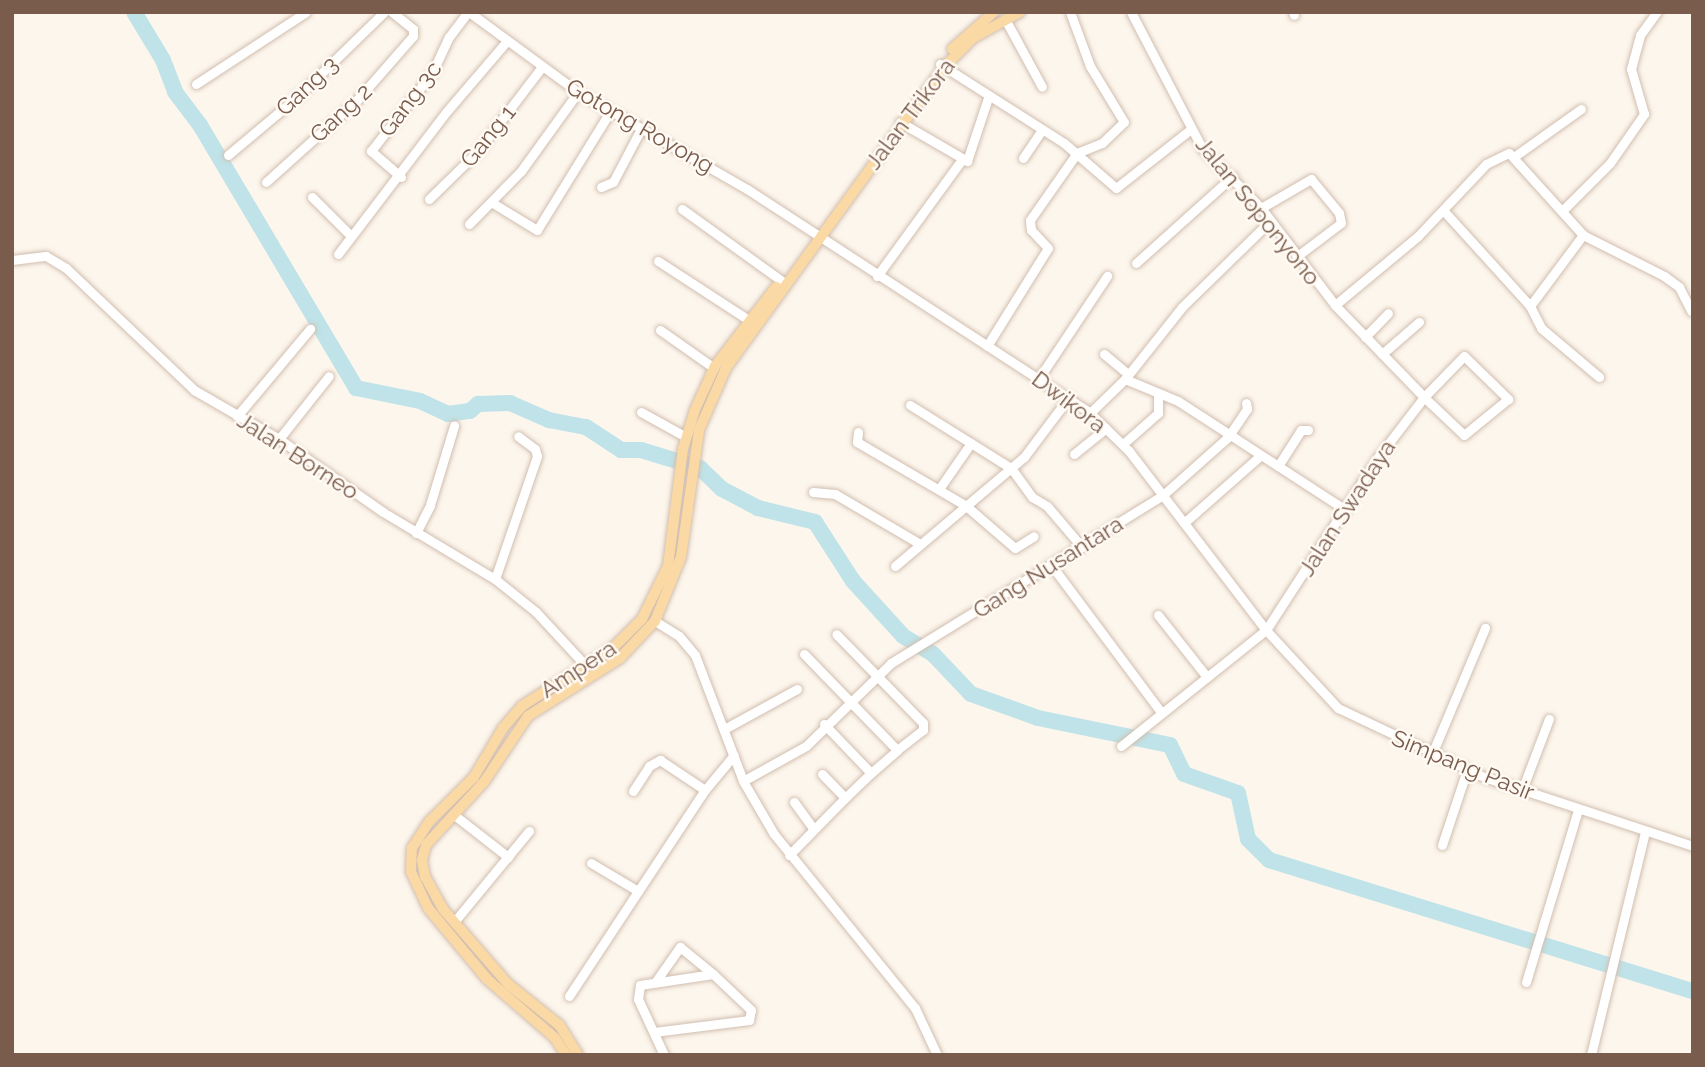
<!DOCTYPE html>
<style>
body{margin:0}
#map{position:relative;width:1705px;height:1067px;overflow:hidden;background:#fdf6ec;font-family:Raleway,sans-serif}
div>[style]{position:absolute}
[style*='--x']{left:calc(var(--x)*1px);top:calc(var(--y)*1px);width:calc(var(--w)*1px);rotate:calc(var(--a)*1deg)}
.river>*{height:16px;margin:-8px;padding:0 8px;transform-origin:8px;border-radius:8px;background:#bfe3e8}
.roads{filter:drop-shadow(0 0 2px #d1beb0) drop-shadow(0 0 2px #d1beb0)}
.minor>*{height:9px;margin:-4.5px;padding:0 4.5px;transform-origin:4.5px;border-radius:4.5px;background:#fff}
.major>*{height:10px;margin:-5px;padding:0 5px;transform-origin:5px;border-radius:5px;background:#fbd9a5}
span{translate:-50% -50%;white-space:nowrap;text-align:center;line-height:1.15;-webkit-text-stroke:5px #fffaf3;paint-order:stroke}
.street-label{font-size:23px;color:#7a5c4d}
.frame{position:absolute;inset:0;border:14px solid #7a5c4d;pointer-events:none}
</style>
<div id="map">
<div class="river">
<i style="--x:134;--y:12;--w:56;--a:58.9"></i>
<i style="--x:163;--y:60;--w:34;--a:69"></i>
<i style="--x:175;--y:92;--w:41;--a:52.9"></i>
<i style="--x:200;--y:125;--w:306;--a:59.3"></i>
<i style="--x:356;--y:388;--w:65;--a:11.5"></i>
<i style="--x:420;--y:401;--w:31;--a:25"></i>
<i style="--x:448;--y:414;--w:22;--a:-8"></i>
<i style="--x:470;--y:411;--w:11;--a:-41"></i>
<i style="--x:478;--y:404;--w:32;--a:-2"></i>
<i style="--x:510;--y:403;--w:43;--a:23.6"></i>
<i style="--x:549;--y:420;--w:38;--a:11"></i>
<i style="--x:586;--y:427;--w:42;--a:33.3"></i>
<i style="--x:621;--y:450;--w:20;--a:0"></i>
<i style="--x:641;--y:450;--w:62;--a:17"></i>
<i style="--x:700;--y:468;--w:30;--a:44"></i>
<i style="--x:722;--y:489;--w:41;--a:27.8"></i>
<i style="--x:758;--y:508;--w:59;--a:13.8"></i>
<i style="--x:815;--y:522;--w:70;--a:57.2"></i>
<i style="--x:853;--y:581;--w:74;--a:47.7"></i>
<i style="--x:903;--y:636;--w:35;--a:31"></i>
<i style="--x:933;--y:654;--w:55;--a:46.5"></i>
<i style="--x:971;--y:694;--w:71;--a:19.7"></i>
<i style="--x:1038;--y:718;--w:135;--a:11.6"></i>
<i style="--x:1170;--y:745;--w:32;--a:64"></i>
<i style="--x:1184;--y:774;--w:57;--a:19.4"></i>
<i style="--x:1238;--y:793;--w:47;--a:77.7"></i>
<i style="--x:1248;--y:839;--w:30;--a:45"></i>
<i style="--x:1269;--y:860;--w:444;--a:17.2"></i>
</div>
<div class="roads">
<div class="minor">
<i style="--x:469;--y:12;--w:135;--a:36.3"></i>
<i style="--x:578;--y:92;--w:195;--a:29.9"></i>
<i style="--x:747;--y:189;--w:410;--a:33.1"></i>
<i style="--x:1090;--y:413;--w:54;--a:44.3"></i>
<i style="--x:1129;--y:451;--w:225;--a:52.6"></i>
<i style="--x:1266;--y:630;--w:106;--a:47.3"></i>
<i style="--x:1338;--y:708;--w:161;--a:25.3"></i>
<i style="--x:1484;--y:777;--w:220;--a:18.3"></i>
<i style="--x:1293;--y:12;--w:3;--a:72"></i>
<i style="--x:1005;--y:19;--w:77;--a:61.4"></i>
<i style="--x:940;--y:64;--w:147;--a:32.5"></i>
<i style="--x:1064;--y:143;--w:69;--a:40.9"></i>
<i style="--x:1116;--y:188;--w:95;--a:-38.2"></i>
<i style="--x:196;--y:84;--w:131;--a:-33.2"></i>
<i style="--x:900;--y:122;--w:78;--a:30.2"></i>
<i style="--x:967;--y:161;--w:66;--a:-71.6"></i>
<i style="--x:228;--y:155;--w:90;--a:-40"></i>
<i style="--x:297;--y:97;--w:122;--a:-44.3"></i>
<i style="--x:1515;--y:156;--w:81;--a:-35.5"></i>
<i style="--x:1023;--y:158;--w:34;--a:-56"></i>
<i style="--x:401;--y:177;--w:40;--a:-139"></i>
<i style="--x:371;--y:151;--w:99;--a:-52"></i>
<i style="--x:432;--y:73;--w:40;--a:-65"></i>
<i style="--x:449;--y:37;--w:31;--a:-53"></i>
<i style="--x:266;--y:182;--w:122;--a:-42"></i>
<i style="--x:357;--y:100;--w:85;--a:-48.8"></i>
<i style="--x:413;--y:36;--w:7;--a:-90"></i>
<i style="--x:413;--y:29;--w:27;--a:-141"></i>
<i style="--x:601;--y:187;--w:13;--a:-23"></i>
<i style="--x:613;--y:182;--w:60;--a:-62.2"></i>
<i style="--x:312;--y:197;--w:54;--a:45"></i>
<i style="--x:429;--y:199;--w:67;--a:-44.4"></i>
<i style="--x:477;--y:152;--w:106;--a:-52.7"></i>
<i style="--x:491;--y:202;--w:54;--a:31.3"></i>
<i style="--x:537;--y:230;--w:139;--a:-58.3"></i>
<i style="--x:1261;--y:208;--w:58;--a:-30.1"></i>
<i style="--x:1311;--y:179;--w:44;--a:50.5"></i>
<i style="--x:1339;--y:213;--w:10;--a:79"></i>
<i style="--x:1341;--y:223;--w:56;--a:142.9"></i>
<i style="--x:682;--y:209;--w:128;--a:35.8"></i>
<i style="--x:1443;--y:210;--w:130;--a:47.8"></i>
<i style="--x:1530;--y:306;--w:89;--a:-53.3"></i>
<i style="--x:1563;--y:210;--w:66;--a:-45"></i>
<i style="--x:1610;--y:163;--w:60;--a:-55.2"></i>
<i style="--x:1644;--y:114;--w:47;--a:-106.1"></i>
<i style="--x:1631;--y:69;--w:35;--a:-75"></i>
<i style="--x:1640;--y:35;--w:29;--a:-54"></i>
<i style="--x:469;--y:224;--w:74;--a:-45.5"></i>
<i style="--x:521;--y:171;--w:97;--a:-54.2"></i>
<i style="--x:338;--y:254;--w:180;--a:-52.7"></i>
<i style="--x:447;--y:111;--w:91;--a:-49.5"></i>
<i style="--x:12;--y:260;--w:34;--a:-7"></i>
<i style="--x:46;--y:256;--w:23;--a:31"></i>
<i style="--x:66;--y:268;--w:177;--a:43.6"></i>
<i style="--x:194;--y:390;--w:98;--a:30"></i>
<i style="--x:279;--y:439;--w:127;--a:35.1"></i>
<i style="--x:383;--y:512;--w:131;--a:30.9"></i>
<i style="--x:495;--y:579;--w:53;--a:38.8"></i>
<i style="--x:536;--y:612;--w:72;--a:47.2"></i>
<i style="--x:658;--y:261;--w:110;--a:33.1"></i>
<i style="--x:1136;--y:263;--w:130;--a:-41.9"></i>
<i style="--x:877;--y:276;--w:142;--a:-53.9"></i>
<i style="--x:1335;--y:305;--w:108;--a:-39.7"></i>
<i style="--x:1418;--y:236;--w:99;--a:-46.6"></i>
<i style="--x:1486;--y:164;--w:25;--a:-26"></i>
<i style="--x:1509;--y:153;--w:110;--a:47.9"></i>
<i style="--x:1583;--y:235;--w:91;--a:26.8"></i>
<i style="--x:1664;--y:276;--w:19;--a:36"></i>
<i style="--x:1679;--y:287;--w:27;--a:63"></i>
<i style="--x:1530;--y:306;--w:25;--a:63"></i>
<i style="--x:1541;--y:328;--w:76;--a:40.2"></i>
<i style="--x:660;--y:330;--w:66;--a:35.1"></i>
<i style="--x:1365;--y:337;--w:33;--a:-46"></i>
<i style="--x:987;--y:346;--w:115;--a:-58.1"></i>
<i style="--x:1048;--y:248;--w:25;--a:-133"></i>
<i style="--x:1031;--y:230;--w:10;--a:-96"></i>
<i style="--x:1030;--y:220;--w:82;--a:-55"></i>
<i style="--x:1077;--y:153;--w:27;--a:-22"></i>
<i style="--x:1102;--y:143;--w:30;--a:-44"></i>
<i style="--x:1124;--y:122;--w:66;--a:-121.3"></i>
<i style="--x:1090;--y:66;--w:58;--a:-110.3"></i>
<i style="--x:1104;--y:354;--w:31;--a:40"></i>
<i style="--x:1382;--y:354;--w:49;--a:-40.9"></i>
<i style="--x:1464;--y:356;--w:62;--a:44.3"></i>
<i style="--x:1508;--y:399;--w:57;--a:140.7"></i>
<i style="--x:1464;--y:435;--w:55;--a:-136.5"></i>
<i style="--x:1424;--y:397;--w:57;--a:-45.7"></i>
<i style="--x:1039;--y:378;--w:123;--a:-56.3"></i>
<i style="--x:1125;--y:379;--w:57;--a:22.5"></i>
<i style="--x:1178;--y:401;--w:200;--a:33"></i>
<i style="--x:910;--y:405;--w:119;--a:32"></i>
<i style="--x:1011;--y:468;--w:36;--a:54"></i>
<i style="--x:1032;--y:497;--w:17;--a:31"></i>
<i style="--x:1047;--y:506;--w:54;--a:49.5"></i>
<i style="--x:641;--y:412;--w:51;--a:29.1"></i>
<i style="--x:1090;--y:413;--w:49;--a:-44.2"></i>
<i style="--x:1125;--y:379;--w:92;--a:-51.6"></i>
<i style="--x:1182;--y:307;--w:120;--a:-44.3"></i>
<i style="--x:237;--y:416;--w:114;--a:-50"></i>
<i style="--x:858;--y:432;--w:10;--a:96"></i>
<i style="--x:857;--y:442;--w:125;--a:30.3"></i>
<i style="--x:965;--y:505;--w:66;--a:40.7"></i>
<i style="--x:1015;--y:548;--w:22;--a:-32"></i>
<i style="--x:279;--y:439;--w:80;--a:-51.6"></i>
<i style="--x:1123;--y:444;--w:47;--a:-41.5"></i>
<i style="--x:1158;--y:413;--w:20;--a:-90"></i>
<i style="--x:1074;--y:454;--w:41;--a:-39.1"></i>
<i style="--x:1278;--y:466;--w:43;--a:-57.4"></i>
<i style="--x:1301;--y:430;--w:7;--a:0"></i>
<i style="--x:939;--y:489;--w:56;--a:-55.2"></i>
<i style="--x:813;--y:492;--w:22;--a:5"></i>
<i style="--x:835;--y:494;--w:99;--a:30.5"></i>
<i style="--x:1184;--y:523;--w:101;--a:-41.4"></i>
<i style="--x:416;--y:533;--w:31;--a:-63"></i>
<i style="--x:430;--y:505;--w:83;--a:-73.1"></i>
<i style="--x:895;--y:566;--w:169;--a:-40.2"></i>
<i style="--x:1024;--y:457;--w:75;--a:-53.1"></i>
<i style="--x:1052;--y:566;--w:182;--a:53.3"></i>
<i style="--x:495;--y:579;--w:130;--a:-71.1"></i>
<i style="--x:537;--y:456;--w:7;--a:-106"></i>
<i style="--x:535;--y:449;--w:21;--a:-143"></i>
<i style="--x:1158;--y:615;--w:79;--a:51.7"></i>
<i style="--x:655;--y:621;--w:28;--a:32"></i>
<i style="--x:679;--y:636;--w:25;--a:50"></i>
<i style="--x:695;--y:655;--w:135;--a:69.1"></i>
<i style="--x:743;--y:781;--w:61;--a:59.7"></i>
<i style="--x:774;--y:834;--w:224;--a:51"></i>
<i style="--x:915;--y:1008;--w:52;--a:64.9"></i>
<i style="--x:804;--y:654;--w:134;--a:45.9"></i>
<i style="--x:897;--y:750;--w:33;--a:-38"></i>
<i style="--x:923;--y:730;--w:7;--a:-90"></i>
<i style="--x:923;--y:723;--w:124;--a:-134.3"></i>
<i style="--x:824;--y:724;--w:68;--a:46.2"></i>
<i style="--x:871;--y:773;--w:35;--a:-41"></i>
<i style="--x:726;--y:728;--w:81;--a:-28.8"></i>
<i style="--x:1121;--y:746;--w:186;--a:-38.7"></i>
<i style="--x:1266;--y:630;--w:206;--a:-57.1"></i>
<i style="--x:1378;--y:457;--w:76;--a:-52.5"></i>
<i style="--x:1424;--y:397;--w:128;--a:-134.1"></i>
<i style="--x:1335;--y:305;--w:122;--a:-127.3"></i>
<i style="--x:1261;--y:208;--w:84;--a:-134.5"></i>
<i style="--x:1202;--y:148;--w:153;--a:-117.6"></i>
<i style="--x:1432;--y:754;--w:137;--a:-67.2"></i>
<i style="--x:822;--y:774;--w:33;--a:46"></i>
<i style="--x:845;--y:798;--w:36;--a:-44"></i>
<i style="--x:743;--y:781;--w:72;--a:-29.1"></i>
<i style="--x:806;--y:746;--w:119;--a:-44.3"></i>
<i style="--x:891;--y:663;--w:320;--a:-31.7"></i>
<i style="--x:1163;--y:495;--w:87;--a:-41.7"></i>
<i style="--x:1228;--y:437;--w:34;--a:-56"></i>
<i style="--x:1247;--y:409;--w:6;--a:-99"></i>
<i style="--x:1522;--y:790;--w:76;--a:-69.2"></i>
<i style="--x:633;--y:791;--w:30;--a:-57"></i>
<i style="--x:649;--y:766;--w:13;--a:-29"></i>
<i style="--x:660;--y:760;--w:54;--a:33.7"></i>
<i style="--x:794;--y:802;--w:32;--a:54"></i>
<i style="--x:453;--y:814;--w:70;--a:38"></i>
<i style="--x:1442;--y:845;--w:79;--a:-71.6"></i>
<i style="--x:789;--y:855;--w:80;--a:-45.5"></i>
<i style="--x:591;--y:863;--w:55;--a:30.8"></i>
<i style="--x:454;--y:922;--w:118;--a:-50.5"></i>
<i style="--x:656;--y:981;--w:42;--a:-54.8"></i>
<i style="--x:680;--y:947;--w:43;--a:39.3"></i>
<i style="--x:1526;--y:982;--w:180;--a:-73.2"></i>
<i style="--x:569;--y:996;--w:247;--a:-56.6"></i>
<i style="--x:705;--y:790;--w:45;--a:-50.4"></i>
<i style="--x:654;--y:1032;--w:96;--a:-7.2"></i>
<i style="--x:749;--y:1020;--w:10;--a:-79"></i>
<i style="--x:751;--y:1010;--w:52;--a:-136.5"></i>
<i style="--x:713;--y:974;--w:74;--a:171.4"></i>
<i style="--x:640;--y:985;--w:14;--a:98"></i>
<i style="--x:638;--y:999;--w:62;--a:65.1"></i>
<i style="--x:1591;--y:1055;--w:230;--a:-76.4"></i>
</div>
<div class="major">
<i style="--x:952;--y:49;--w:56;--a:-41.4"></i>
<i style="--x:566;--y:1055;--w:20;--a:-123"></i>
<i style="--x:555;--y:1038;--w:90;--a:-139.1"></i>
<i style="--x:487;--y:979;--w:92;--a:-129.7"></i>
<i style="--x:428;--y:908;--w:40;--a:-115"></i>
<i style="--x:411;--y:872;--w:24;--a:-88"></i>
<i style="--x:412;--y:848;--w:31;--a:-57"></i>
<i style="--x:429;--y:822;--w:64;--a:-45"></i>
<i style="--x:474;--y:777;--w:57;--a:-59.4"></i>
<i style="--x:503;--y:728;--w:29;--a:-49"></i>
<i style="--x:522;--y:706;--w:109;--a:-32.7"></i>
<i style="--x:614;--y:647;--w:40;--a:-45"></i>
<i style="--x:642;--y:619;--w:59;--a:-63.9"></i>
<i style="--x:668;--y:566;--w:118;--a:-82.7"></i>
<i style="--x:683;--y:449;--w:39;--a:-73"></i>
<i style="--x:694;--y:412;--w:51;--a:-65.5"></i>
<i style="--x:715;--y:366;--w:100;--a:-52.3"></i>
<i style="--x:578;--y:1055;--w:36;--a:-122"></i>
<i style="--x:559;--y:1025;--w:65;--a:-141.2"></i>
<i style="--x:508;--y:984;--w:99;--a:-130.9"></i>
<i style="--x:443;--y:909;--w:37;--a:-119"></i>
<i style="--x:425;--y:877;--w:17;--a:-100"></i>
<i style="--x:422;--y:860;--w:16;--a:-75"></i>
<i style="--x:426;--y:845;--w:86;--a:-47.4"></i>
<i style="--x:484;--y:782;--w:79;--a:-56.3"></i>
<i style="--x:528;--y:716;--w:109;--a:-32.2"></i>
<i style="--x:620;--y:658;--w:51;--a:-46.6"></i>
<i style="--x:655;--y:621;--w:69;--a:-67.9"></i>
<i style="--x:681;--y:557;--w:128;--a:-81.9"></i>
<i style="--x:699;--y:430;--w:68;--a:-66.5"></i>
<i style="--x:726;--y:368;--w:372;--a:-54.1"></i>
<i style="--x:944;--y:67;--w:41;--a:-45"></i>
<i style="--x:973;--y:38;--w:54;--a:-29"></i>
</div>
</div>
<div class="street-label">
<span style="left:307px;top:86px;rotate:-43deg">Gang 3</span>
<span style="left:410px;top:99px;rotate:-53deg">Gang 3c</span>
<span style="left:341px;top:113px;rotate:-43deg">Gang 2</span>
<span style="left:910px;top:114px;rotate:-53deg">Jalan Trikora</span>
<span style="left:640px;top:126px;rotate:30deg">Gotong Royong</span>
<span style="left:488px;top:136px;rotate:-51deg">Gang 1</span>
<span style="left:1258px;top:211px;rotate:51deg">Jalan Soponyono</span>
<span style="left:1069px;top:402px;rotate:37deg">Dwikora</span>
<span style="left:298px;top:456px;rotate:33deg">Jalan Borneo</span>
<span style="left:1347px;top:508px;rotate:-57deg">Jalan Swadaya</span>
<span style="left:1048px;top:567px;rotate:-32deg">Gang Nusantara</span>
<span style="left:578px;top:669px;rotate:-33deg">Ampera</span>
<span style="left:1463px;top:765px;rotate:22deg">Simpang Pasir</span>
</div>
<div class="frame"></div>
</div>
.....
Lines containing the word "river" are to be pulled from the records and copied.

- Your response -
.river>*{height:16px;margin:-8px;padding:0 8px;transform-origin:8px;border-radius:8px;background:#bfe3e8}
<div class="river">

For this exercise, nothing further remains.